• [Raw data]:
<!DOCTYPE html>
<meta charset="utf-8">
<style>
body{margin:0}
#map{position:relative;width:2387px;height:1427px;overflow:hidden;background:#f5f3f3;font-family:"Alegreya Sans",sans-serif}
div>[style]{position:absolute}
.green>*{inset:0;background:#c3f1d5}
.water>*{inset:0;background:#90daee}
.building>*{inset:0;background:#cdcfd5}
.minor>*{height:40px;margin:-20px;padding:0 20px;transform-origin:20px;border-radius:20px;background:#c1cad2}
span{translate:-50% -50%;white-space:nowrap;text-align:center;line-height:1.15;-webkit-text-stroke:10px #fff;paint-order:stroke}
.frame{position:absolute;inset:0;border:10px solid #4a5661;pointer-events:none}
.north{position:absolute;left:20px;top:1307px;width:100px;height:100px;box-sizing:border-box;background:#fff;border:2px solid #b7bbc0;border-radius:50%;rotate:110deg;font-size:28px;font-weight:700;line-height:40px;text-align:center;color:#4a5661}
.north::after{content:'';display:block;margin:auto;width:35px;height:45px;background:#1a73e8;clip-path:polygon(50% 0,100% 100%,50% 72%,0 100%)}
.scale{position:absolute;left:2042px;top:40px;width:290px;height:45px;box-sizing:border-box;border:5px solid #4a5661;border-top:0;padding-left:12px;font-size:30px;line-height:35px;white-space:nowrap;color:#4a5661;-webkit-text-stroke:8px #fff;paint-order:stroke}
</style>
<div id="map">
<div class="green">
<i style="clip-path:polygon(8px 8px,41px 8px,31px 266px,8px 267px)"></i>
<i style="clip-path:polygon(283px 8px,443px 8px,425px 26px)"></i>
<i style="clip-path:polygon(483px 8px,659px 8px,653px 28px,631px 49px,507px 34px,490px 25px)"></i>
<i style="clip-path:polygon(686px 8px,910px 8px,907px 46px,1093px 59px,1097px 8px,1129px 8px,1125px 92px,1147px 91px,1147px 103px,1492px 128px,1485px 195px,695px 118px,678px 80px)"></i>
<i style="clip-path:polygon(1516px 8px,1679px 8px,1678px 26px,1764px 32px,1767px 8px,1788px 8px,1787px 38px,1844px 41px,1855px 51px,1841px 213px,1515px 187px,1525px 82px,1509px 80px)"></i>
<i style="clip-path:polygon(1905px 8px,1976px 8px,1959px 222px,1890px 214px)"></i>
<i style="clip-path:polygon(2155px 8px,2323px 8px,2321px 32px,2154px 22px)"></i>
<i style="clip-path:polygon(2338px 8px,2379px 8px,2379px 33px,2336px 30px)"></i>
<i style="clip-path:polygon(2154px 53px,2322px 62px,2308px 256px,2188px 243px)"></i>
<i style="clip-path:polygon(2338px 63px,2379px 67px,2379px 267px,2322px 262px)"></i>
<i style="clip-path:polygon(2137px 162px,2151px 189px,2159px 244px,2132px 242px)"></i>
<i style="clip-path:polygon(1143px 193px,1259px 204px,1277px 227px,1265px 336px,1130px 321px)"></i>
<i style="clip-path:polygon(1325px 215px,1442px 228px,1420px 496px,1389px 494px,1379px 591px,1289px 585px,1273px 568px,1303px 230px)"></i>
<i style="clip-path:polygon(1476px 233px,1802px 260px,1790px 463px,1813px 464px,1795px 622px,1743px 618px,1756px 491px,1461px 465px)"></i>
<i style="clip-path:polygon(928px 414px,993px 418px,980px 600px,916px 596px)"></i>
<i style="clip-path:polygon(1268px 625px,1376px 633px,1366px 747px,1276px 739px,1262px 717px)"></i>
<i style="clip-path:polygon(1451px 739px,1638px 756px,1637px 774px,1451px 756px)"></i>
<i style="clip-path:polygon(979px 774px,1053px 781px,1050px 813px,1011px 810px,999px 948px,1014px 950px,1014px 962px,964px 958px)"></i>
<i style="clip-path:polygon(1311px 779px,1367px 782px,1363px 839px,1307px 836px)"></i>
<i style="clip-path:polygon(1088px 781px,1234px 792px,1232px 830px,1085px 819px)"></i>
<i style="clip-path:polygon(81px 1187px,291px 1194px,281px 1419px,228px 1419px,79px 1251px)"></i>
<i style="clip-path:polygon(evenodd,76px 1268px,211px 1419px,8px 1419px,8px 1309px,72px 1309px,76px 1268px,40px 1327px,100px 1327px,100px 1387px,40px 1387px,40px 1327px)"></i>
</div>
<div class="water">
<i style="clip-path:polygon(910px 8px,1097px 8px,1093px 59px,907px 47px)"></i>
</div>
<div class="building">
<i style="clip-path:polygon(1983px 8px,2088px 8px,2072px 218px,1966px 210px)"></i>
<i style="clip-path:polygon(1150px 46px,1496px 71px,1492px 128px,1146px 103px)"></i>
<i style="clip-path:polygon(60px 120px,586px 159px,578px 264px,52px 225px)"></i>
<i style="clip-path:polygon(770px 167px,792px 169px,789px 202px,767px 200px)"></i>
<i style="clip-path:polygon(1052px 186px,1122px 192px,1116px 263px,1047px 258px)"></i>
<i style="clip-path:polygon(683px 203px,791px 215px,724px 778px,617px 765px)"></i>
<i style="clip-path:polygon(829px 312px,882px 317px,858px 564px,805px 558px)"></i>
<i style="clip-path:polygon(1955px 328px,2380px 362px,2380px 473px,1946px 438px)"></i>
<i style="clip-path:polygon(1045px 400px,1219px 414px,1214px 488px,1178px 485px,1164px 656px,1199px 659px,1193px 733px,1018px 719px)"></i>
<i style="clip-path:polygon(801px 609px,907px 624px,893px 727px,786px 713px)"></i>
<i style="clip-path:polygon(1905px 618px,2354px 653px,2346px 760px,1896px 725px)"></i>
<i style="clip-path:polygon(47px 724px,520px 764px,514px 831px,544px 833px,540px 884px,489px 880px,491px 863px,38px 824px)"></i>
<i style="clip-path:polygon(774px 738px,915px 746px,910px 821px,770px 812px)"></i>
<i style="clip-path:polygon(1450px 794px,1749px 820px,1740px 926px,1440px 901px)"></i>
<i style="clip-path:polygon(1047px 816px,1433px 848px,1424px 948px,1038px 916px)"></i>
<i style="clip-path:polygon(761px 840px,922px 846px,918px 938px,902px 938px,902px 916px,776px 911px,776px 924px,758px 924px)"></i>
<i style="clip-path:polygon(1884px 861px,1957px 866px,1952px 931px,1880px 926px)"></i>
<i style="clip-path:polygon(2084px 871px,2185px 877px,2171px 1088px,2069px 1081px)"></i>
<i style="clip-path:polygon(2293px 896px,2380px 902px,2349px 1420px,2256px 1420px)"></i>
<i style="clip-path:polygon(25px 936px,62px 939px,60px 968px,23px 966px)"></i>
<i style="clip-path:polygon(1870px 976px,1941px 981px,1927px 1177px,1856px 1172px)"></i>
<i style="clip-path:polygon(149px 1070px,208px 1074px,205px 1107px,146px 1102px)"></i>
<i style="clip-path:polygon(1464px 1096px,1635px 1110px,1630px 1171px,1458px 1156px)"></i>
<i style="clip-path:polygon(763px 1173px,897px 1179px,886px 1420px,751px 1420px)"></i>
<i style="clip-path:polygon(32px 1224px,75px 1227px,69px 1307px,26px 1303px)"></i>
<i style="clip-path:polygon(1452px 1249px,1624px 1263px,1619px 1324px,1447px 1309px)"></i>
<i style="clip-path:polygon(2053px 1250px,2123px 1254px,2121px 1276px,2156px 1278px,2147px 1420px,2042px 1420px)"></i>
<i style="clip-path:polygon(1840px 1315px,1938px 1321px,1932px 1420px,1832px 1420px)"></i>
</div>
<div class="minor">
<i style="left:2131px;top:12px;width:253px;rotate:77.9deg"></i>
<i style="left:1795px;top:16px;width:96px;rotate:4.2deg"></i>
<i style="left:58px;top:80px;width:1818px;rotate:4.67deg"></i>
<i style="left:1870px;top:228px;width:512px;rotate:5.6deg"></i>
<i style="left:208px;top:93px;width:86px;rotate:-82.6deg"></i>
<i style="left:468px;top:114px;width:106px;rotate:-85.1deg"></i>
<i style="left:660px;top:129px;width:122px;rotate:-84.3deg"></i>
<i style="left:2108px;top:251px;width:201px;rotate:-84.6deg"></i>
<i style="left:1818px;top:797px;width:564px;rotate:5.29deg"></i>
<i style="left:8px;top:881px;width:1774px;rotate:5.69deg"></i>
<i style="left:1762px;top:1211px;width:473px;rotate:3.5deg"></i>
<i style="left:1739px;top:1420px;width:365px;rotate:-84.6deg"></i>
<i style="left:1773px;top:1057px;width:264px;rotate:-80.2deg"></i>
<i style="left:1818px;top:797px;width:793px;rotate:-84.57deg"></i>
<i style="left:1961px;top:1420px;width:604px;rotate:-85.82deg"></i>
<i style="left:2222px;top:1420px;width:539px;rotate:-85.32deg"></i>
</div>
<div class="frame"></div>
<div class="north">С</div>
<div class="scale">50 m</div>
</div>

...

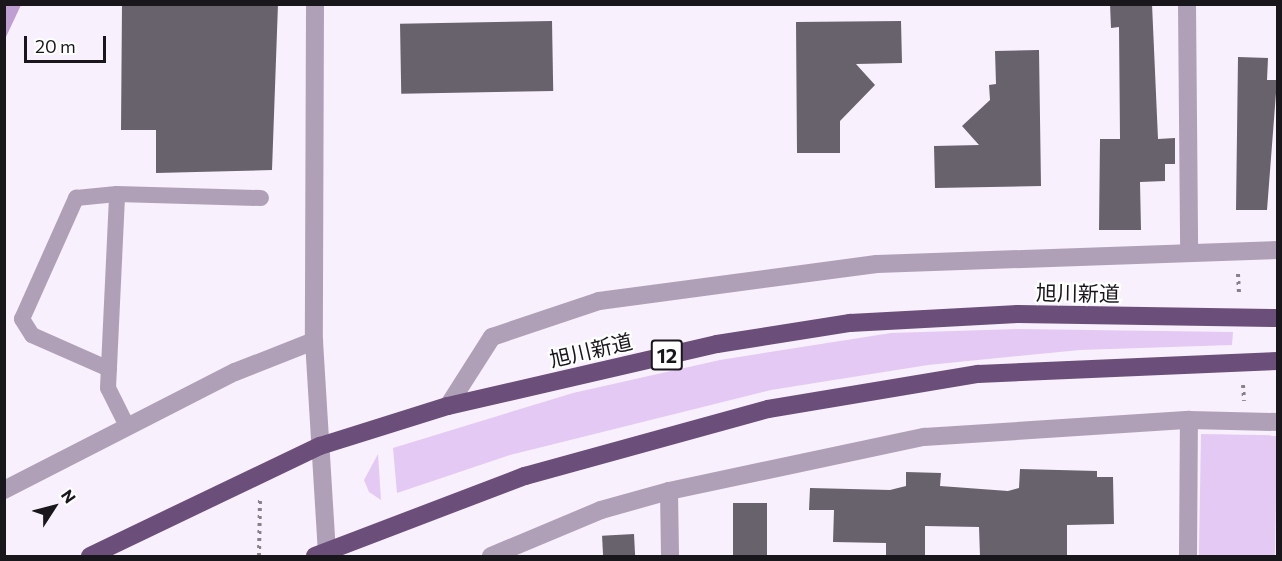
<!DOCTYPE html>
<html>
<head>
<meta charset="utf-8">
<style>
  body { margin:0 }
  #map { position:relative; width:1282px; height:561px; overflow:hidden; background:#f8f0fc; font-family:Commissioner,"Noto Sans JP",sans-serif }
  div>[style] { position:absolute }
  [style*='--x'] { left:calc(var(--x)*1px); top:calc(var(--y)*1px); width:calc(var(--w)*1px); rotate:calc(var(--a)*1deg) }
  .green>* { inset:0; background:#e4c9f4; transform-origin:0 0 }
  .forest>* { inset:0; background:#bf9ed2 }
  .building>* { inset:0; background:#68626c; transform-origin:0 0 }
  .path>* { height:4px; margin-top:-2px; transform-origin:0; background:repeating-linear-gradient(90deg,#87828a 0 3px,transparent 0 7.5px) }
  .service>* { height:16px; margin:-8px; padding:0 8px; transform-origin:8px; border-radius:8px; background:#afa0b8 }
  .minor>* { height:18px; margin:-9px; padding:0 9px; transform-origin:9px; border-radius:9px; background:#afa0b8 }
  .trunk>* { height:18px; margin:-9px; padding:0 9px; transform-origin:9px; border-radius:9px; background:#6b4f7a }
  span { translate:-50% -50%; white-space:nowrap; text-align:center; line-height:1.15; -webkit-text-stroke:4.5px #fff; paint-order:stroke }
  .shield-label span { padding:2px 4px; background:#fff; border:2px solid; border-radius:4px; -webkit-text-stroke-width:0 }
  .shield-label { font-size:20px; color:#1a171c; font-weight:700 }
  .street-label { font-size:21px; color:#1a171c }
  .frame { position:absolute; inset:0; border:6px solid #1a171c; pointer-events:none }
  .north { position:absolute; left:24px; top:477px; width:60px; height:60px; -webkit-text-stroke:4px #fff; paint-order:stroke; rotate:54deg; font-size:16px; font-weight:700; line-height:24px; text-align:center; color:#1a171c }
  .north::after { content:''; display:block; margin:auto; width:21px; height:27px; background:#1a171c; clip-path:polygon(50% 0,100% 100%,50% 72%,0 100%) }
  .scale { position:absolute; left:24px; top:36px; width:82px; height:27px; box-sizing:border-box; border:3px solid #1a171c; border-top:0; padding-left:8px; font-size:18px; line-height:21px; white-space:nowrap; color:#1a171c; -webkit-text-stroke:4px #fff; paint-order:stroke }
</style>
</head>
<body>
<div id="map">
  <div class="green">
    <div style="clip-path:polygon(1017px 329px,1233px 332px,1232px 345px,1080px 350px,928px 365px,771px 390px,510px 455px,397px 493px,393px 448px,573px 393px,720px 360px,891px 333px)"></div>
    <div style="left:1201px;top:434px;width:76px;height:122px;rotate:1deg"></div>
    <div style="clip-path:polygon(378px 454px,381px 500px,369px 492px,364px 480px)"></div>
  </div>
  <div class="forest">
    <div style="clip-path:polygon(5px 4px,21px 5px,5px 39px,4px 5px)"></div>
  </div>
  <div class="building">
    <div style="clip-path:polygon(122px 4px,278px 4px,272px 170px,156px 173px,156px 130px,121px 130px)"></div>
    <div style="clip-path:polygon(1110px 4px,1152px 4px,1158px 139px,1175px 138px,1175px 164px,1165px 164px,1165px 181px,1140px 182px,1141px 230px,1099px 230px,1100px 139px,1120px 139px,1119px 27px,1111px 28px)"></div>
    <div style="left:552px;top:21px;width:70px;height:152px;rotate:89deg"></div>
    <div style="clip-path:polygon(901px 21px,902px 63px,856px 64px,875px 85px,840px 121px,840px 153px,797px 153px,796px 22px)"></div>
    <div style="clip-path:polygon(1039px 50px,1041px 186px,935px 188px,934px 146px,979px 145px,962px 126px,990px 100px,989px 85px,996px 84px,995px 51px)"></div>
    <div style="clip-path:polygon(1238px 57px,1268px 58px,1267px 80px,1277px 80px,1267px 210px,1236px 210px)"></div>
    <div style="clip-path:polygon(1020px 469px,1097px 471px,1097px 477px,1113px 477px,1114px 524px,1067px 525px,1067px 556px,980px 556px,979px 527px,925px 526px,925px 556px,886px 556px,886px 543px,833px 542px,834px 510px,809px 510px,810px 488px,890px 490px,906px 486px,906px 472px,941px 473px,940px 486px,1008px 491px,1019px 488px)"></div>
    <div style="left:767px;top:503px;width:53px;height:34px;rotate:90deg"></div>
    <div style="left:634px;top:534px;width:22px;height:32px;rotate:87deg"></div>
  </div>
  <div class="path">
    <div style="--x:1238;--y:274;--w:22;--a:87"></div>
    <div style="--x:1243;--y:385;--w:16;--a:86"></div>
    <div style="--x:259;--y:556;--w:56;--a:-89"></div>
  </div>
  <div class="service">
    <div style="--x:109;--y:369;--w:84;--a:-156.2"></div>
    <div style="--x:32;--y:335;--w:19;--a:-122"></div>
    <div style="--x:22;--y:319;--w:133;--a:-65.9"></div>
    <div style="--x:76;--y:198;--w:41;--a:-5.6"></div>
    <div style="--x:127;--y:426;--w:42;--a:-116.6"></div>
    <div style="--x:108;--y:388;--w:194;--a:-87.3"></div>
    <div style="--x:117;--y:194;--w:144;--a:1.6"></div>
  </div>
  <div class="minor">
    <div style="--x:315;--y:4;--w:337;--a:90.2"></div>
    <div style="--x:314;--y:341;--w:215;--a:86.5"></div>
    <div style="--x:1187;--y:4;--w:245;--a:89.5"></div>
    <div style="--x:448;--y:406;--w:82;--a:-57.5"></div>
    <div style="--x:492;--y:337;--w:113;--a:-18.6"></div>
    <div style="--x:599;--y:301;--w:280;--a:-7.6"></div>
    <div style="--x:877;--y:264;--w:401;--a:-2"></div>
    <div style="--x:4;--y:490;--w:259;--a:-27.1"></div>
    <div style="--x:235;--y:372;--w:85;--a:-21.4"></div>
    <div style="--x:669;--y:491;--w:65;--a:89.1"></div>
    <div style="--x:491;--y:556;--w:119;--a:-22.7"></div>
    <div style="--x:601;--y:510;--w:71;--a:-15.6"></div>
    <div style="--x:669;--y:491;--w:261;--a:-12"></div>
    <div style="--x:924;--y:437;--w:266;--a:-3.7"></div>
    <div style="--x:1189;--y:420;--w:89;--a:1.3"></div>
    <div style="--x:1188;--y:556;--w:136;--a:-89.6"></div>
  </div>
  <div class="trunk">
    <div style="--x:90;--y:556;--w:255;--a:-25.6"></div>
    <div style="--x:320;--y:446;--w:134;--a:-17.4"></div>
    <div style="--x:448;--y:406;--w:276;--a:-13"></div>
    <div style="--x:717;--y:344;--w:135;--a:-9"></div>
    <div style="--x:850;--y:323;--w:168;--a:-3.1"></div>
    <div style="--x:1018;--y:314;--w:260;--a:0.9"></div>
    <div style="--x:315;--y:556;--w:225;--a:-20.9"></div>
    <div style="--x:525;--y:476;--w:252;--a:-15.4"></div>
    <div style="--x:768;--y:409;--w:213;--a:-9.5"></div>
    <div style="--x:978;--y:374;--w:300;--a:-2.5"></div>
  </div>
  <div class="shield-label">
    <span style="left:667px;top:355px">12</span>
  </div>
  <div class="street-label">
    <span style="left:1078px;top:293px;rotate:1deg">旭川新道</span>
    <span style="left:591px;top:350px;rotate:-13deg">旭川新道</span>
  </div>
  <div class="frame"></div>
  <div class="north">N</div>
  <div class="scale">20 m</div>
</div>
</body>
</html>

• [Work item]: Identify the lines of the entries containing the string "overflow". Copy each such line.

• [Exercise answer]:
#map{position:relative;width:2387px;height:1427px;overflow:hidden;background:#f5f3f3;font-family:"Alegreya Sans",sans-serif}
  #map { position:relative; width:1282px; height:561px; overflow:hidden; background:#f8f0fc; font-family:Commissioner,"Noto Sans JP",sans-serif }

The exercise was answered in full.